■ ACTIVITY ■
Reproduce the entries below exactly, but only from the line containing "display:block; font-size:19px; white-space:nowrap" to the line containing "flex:none; width:28px; height:28px;", inclusive.

[[ DATA UNDER STUDY open ]]

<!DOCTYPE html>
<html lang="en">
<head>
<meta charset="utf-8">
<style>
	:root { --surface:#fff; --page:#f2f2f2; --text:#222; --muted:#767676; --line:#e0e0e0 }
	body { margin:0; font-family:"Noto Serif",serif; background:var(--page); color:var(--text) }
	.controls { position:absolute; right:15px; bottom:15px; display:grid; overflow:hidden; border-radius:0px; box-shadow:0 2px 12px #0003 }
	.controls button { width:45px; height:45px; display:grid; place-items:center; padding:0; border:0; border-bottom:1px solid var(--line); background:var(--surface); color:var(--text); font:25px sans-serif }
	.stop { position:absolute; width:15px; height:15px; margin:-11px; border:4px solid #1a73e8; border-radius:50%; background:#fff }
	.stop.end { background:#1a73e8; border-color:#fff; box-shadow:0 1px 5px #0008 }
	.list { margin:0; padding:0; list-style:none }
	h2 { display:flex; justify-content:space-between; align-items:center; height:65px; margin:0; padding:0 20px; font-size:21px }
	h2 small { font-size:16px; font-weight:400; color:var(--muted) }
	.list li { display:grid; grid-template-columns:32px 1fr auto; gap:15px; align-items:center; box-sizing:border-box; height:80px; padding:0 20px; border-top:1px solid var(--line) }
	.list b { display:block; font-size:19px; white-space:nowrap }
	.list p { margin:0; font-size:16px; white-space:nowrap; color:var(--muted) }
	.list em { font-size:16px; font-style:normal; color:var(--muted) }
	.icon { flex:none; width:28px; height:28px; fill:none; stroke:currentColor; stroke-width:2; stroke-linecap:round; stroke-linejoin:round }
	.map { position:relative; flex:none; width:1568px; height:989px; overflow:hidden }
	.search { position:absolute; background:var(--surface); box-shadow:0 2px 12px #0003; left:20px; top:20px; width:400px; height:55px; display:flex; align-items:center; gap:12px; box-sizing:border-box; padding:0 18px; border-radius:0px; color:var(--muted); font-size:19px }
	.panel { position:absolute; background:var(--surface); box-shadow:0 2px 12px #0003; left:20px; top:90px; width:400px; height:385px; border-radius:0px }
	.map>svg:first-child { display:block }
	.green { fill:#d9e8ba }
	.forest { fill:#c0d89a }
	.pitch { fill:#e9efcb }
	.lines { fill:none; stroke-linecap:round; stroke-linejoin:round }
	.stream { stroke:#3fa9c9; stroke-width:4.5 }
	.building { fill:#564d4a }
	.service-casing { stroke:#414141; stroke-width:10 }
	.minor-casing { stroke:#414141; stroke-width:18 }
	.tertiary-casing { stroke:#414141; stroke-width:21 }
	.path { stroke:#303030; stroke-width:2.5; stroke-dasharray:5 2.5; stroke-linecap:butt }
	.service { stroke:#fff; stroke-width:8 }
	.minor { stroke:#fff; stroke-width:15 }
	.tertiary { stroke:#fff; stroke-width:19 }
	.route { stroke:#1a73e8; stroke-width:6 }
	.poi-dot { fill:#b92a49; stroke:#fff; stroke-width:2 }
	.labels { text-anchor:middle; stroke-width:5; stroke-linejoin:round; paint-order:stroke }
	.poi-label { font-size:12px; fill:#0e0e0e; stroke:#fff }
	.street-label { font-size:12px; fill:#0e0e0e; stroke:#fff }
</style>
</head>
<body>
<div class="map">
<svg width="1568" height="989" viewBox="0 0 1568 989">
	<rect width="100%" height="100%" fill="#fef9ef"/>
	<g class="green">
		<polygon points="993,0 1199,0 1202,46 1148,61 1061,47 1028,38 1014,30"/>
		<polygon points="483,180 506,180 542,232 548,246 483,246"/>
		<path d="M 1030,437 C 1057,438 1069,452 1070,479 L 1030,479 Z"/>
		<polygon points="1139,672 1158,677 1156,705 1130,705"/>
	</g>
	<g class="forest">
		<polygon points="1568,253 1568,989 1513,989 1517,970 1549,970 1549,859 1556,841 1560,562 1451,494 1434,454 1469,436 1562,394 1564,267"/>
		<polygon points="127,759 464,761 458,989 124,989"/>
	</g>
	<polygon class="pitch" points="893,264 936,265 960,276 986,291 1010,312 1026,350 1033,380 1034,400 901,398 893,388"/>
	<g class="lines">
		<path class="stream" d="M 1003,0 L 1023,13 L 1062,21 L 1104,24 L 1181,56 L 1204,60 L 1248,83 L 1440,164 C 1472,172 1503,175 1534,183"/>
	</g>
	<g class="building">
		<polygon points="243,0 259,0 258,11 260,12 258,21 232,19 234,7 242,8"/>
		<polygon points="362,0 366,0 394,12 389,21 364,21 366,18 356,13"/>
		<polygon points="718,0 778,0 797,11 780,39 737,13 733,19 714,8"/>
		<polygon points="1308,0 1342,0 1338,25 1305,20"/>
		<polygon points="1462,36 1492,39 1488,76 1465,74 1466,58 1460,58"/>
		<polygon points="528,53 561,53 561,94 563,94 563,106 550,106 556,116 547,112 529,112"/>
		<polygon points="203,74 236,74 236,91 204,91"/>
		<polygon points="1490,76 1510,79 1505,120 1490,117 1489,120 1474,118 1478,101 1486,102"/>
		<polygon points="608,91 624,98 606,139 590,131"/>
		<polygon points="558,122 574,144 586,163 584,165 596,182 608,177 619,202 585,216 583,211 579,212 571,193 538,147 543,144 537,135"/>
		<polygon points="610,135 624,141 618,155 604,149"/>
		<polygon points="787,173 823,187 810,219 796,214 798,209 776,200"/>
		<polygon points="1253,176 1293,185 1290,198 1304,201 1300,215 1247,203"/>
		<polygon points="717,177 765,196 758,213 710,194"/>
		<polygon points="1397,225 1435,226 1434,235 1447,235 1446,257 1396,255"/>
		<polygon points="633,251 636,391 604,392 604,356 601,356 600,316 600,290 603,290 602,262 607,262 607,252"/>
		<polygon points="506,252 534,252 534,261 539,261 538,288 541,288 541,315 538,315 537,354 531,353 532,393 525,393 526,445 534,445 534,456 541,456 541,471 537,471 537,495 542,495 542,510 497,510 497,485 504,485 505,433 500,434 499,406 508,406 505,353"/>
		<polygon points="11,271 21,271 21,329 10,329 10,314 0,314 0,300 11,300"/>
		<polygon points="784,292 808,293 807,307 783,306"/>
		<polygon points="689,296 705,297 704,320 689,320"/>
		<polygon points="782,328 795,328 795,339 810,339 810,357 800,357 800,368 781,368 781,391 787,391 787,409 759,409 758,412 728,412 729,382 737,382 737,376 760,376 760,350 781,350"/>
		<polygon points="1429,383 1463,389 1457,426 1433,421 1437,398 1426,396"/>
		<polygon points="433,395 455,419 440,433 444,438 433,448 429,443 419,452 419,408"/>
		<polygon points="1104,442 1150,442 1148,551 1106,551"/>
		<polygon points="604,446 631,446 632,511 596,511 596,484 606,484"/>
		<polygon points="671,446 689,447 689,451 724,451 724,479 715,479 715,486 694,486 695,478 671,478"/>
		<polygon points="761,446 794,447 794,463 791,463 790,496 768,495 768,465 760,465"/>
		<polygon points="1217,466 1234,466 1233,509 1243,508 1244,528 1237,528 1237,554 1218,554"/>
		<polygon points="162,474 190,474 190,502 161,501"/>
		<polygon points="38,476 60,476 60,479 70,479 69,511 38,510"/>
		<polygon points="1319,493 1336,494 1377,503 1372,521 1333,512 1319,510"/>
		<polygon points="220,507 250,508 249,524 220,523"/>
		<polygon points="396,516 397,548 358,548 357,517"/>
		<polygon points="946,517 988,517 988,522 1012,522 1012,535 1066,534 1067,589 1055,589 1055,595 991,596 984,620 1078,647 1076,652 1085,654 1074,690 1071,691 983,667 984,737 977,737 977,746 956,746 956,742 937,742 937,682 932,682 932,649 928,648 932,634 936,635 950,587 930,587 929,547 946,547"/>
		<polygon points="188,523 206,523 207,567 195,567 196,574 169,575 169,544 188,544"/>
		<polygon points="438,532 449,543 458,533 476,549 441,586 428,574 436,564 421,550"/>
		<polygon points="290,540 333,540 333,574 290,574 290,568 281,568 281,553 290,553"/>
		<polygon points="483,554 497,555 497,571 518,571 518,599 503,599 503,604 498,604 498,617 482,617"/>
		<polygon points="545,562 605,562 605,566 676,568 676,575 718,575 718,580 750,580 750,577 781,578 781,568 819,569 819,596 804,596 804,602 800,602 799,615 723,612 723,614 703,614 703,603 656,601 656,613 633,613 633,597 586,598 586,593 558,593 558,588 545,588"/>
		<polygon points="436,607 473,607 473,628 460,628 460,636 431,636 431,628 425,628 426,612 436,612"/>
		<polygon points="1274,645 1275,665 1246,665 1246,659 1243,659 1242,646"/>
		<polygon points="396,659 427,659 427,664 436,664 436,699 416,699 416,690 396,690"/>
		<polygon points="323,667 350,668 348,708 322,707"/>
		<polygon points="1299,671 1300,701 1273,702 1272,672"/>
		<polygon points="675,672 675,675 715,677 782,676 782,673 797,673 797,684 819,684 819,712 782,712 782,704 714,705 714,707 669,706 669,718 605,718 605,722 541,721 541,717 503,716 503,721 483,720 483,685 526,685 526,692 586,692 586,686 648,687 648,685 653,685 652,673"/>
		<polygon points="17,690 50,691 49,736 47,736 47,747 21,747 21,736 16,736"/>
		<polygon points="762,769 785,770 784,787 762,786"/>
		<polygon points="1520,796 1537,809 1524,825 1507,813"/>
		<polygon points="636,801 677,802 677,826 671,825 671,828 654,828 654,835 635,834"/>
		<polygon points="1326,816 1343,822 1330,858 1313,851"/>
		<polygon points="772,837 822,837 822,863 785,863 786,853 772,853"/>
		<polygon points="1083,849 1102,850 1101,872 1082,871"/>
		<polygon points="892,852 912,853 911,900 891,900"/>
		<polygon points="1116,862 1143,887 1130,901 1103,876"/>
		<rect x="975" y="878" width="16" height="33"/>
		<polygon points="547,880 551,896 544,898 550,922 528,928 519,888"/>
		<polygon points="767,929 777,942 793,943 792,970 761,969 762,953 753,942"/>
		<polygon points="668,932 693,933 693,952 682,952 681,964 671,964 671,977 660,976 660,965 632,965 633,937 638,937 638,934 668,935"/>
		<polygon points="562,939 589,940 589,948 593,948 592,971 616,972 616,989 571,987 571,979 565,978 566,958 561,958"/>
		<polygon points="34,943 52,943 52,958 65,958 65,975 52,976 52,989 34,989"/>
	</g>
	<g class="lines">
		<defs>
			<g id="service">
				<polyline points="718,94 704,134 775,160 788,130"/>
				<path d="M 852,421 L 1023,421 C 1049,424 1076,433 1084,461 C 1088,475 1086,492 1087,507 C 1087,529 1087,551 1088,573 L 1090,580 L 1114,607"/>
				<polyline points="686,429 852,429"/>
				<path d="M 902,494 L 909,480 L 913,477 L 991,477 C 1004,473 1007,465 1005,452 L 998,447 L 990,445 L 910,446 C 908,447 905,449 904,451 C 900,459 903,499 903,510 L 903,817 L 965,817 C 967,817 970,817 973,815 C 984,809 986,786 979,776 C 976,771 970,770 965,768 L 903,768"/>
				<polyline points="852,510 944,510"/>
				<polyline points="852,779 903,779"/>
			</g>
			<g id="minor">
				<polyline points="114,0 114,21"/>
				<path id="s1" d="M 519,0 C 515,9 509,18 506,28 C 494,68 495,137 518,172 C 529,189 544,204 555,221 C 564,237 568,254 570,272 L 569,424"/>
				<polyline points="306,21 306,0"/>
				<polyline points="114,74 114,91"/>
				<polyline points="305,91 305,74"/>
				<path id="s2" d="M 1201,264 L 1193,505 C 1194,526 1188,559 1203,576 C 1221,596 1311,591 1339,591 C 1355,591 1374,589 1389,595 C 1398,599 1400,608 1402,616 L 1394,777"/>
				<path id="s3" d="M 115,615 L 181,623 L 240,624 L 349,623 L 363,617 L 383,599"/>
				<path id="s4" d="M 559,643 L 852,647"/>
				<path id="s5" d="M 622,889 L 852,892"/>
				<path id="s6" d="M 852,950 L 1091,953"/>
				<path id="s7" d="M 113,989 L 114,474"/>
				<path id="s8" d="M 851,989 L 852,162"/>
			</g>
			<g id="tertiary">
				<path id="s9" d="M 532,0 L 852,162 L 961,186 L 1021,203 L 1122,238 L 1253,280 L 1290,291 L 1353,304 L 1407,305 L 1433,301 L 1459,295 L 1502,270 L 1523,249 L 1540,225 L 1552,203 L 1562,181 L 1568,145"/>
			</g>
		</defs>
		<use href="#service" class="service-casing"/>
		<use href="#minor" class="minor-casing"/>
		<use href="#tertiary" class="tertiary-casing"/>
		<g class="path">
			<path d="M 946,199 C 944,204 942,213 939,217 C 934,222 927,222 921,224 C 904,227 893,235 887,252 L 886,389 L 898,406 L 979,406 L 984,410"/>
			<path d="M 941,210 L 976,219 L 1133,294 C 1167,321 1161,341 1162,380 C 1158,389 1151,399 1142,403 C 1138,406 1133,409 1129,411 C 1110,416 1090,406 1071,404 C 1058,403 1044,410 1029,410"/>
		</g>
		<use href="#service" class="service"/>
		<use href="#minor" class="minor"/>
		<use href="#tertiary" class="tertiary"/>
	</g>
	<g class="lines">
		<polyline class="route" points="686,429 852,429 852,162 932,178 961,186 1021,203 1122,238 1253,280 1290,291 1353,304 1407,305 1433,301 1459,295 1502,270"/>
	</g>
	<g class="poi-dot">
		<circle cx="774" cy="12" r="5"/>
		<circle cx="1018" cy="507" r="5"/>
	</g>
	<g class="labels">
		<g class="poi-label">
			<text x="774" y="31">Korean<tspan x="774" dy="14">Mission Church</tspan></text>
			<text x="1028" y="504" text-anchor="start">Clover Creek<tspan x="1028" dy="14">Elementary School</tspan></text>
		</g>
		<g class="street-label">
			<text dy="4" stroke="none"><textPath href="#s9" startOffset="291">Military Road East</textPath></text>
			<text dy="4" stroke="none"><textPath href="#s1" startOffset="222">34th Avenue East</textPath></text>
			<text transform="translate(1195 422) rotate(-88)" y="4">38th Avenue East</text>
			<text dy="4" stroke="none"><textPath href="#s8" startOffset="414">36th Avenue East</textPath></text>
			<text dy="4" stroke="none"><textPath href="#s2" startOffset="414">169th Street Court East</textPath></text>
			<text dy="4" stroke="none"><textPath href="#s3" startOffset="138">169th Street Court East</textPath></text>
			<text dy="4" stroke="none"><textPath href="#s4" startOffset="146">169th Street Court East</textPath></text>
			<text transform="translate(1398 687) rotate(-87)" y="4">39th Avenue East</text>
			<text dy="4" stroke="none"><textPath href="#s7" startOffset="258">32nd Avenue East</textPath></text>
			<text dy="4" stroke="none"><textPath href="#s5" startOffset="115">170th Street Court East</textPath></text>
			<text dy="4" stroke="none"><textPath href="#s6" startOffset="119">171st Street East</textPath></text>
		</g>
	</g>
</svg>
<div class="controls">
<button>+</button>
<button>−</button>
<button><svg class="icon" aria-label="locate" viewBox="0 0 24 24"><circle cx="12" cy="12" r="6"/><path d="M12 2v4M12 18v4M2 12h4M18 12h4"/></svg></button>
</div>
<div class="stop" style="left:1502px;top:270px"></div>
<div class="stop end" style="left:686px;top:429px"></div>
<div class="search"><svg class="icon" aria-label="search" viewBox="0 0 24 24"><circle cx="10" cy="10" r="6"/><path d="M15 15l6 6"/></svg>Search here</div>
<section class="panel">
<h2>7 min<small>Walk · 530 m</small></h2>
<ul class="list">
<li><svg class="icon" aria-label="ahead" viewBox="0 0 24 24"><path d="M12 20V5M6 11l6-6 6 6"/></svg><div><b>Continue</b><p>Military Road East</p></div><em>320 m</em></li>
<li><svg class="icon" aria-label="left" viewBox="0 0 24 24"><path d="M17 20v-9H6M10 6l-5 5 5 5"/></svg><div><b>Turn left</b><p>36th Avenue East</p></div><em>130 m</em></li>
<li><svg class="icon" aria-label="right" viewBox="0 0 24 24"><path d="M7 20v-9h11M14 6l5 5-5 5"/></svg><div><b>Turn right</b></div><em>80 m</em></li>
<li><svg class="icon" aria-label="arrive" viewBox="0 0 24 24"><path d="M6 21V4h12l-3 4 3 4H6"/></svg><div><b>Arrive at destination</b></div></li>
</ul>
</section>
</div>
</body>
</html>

[[ DATA UNDER STUDY closed ]]

■ ANSWER SPACE ■
	.list b { display:block; font-size:19px; white-space:nowrap }
	.list p { margin:0; font-size:16px; white-space:nowrap; color:var(--muted) }
	.list em { font-size:16px; font-style:normal; color:var(--muted) }
	.icon { flex:none; width:28px; height:28px; fill:none; stroke:currentColor; stroke-width:2; stroke-linecap:round; stroke-linejoin:round }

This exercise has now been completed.